"A highly estimable woman!" muttered Golfin ironically.
"And no one knows who your father was?"
"Yes, Señor," said Nela with some pride. "My father was the first who ever lighted the lamps of Villamojada."
"Wonderful!"
"I ought to tell you," said the little girl with the gravity befitting the dignity of history, "that when the town council first had lamps hung up in the streets, my father was entrusted with the care of lighting and cleaning them. I was nursed by a sister of my mother's—not that she was married either, as they tell me. My father had quarrelled with her—they all lived together as I have heard—and when he went out to light the lamps he used to put me in his basket, with his lamp-chimneys and cottons and oil. One day when he went up to light the lamp on the bridge, he put the basket on the parapet, and I rolled out and fell into the river."
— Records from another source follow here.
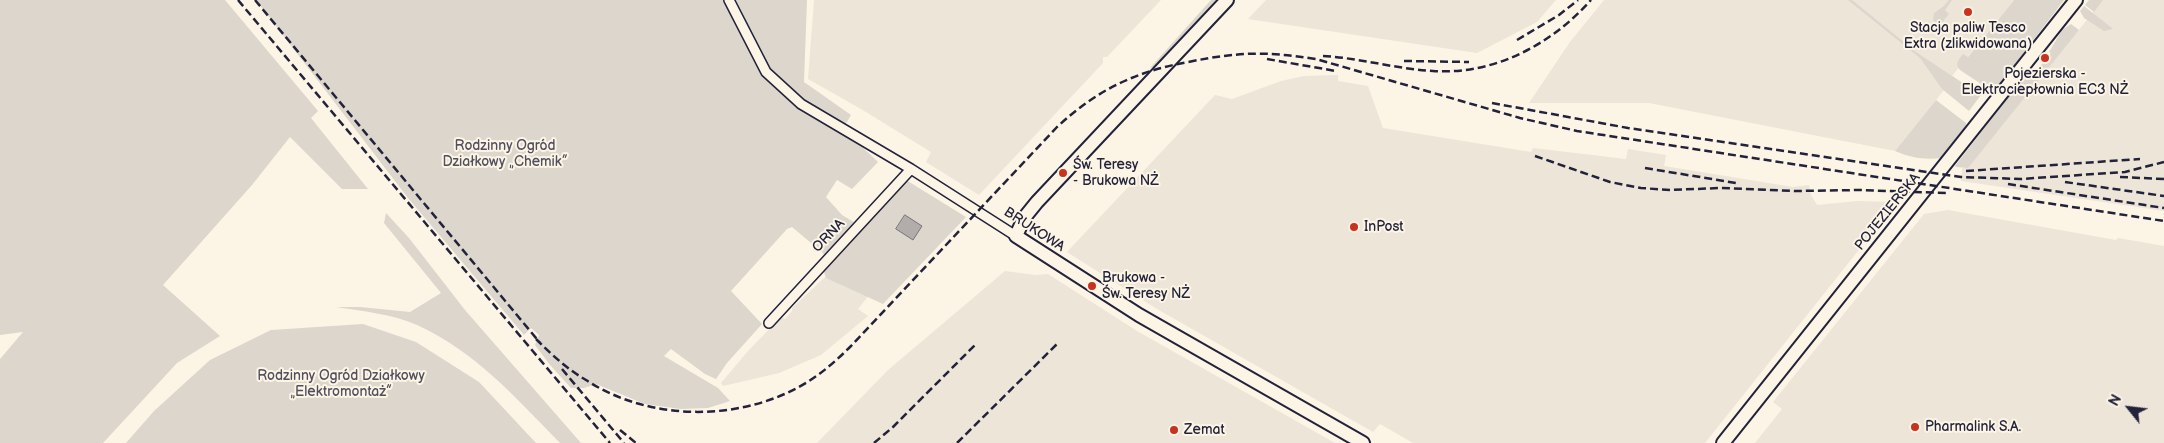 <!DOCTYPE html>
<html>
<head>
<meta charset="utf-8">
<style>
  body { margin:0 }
  #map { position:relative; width:2164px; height:443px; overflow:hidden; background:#fcf5e5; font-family:"Balsamiq Sans",sans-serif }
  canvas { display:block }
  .north { position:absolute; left:2104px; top:383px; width:50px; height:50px; -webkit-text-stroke:4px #fcf5e5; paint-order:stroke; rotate:299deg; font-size:14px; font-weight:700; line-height:20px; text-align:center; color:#22223b }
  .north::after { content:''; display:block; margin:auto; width:18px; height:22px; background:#22223b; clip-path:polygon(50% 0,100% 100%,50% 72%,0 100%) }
</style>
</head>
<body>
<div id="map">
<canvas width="2164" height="443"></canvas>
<div class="north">N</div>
</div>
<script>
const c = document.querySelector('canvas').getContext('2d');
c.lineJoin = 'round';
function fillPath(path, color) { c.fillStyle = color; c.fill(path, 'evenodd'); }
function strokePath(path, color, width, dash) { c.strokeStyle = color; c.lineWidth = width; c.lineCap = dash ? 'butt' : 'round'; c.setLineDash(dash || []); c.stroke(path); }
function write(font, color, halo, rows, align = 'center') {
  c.font = font + ' "Balsamiq Sans",sans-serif'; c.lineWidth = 4; c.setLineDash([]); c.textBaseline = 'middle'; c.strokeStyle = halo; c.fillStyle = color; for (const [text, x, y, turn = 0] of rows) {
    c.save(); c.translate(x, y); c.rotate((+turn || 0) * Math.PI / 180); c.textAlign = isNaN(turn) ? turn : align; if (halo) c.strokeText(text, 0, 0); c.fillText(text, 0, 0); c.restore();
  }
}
const built = new Path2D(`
  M814 0H1161L1107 57H1103V63L979 195 926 162 931 152 861 109 808 79Z
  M1266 0H1556L1537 22 1477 53 1248 19Z
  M1604 0H2014L1952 76 1908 47 1923 60 1944 90 1895 151 1649 103H1529L1570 42Z
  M2103 0H2164V211L1961 181 1962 168 1968 167Z
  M1338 75V81L1368 86 1383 128 1531 152 1533 148 1626 159 1628 149 1666 155 1664 166 1793 187 1809 185 1811 195 1817 205 1857 201 1897 202 1705 443H1413L1380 424 1373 432 1157 309 1067 252 1215 95 1232 99 1281 81 1304 76Z
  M1948 210 2116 240 2118 238 2164 246V443H1755L1782 409 1773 402 1924 214Z
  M838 265 871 293 858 309 868 316 821 355 779 373 723 386 721 383 748 351 781 317 785 319 792 311V308Z
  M1005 271 1035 275 1048 274 1137 331 1335 443H817L888 370Z`);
const green = new Path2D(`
  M0 0H225L318 111 311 118 368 189H342L290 137 252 185 163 285 220 336 177 363 103 443H0V359L23 332 0 335Z
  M256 0H807L804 82 851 115 843 129 878 162 852 189 837 180 826 197 842 215 862 227 906 180 966 217 883 304 826 278 823 269 827 263 823 253 792 227 787 229 731 291 762 324 727 363 716 379 705 374 671 349 664 356 718 388 730 401 708 408 681 409 645 404 596 384 584 388H571L550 365 535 345 539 335 531 328 524 335 408 198Z
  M1211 0H1218L1155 66 1150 68Z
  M1848 0H1852L1916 52 1981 95 1969 111 1942 89 1920 58Z
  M1949 0H1952L1945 10 1949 14 1940 25 1937 24 1933 20 1934 13 1944 6Z
  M2014 0H2064L2003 80 1999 84 1987 88 1960 70C1954 64 1959 59 1963 54L1968 57Z
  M2089 0H2103L2094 12 2085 5Z
  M2084 6 2113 29 2104 31 2084 18 2080 11Z
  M2071 24 2079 30 1968 168 1956 167 1955 166 2017 86 2035 69 2037 70 2051 53 2049 52 2062 30Z
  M1936 100 1966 123V128L1941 158C1925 160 1911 158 1895 151Z
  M386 213 409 238 465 310 581 443H560C516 398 476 352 417 325 392 314 362 311 336 307H360L410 312 441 293 384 223Z
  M363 324 416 342 479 382 536 443H126L154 411 210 360 271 330Z`);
const water = new Path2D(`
  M905 215 922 226 913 240 896 229Z`);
const street = new Path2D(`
  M729 0 766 72 801 104 911 169 1016 236
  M769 323 911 169`);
const secondary = new Path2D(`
  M1227 0 1037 202 1024 218 1016 236 1139 315 1363 443
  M1723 443 2076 0`);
const rail = new Path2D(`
  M238 0 610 443
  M255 0 541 344
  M1517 40 1559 15 1578 0
  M1323 56C1360 58 1396 69 1433 71 1494 75 1551 45 1591 0
  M1267 59 1336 71
  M1404 61 1469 62
  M1492 103 1628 128 1961 177 2021 179 2080 175 2125 172 2164 162
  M1535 156 1610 182 1641 188 1670 190 1721 188 1797 191 1859 190 1946 193
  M1645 168 1736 183
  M1966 171 2140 159
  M2120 177 2164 179
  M2065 182 2164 196
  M2008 184 2164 208
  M536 339C551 354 567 369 586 380 647 420 733 422 797 388 818 377 835 362 851 346L1057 127C1097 90 1134 72 1188 62 1238 52 1265 51 1316 59L1520 118 1577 131 2164 221
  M562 369 624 443
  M620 430 636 443
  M874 443 893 427 976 344
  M957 443 1057 344`);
const markers = [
  [1968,12,5,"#c8321e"],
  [2045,58,5,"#c8321e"],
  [1063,173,5,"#c8321e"],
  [1354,227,5,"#c8321e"],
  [1092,286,5,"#c8321e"],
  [1915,427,5,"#c8321e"],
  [1174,430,5,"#c8321e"]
];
const poiNames = [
  ["Stacja paliw Tesco",1968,28,"center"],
  ["Extra (zlikwidowana)",1968,44,"center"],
  ["Pojezierska -",2045,74,"center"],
  ["Elektrociepłownia EC3 NŻ",2045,90,"center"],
  ["Św. Teresy",1073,165],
  ["- Brukowa NŻ",1073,181],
  ["InPost",1364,227],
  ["Brukowa -",1102,278],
  ["Św. Teresy NŻ",1102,294],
  ["Pharmalink S.A.",1925,427],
  ["Zemat",1184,430]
];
const parkNames = [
  ["Rodzinny Ogród",505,146],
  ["Działkowy „Chemik”",505,162],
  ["Rodzinny Ogród Działkowy",341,376],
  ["„Elektromontaż”",341,392]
];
const streetNames = [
  ["POJEZIERSKA",1888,212,-51],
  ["BRUKOWA",1034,230,33],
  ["ORNA",829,236,-46]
];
fillPath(built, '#ece5d8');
fillPath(green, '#dcd6cc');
fillPath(water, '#b2adab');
strokePath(water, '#78757e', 1);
strokePath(street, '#22223b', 12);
strokePath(secondary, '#22223b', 16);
strokePath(street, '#fcf5e5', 9);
strokePath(secondary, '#fcf5e5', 12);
strokePath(rail, '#22223b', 2.5, [8, 4]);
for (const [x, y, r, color] of markers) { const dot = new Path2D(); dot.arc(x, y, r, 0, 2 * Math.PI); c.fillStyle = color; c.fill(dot); strokePath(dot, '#fcf5e5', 2); }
write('14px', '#22223b', '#fcf5e5', poiNames, 'left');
write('14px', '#504f5f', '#fcf5e5', parkNames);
write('14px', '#22223b', '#fcf5e5', streetNames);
</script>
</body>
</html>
"And you were not drowned!"
"No, Señor; for I fell on the stones. Holy Mother of God! I was a dear little thing before that, they tell me."
"Yes, I am sure you were," said the stranger with an impulse of loving-kindness. "And so you are still.—But tell me what next. Have you lived long in the mines?"
"Thirteen years, they say. My mother took me back after my tumble. My father fell ill, and as my mother would not do anything for him, because he was wicked to her, he was taken to the hospital where they say he died. Meanwhile my mother came to work in the mines. They say the overseer discharged her one day because she drank so much."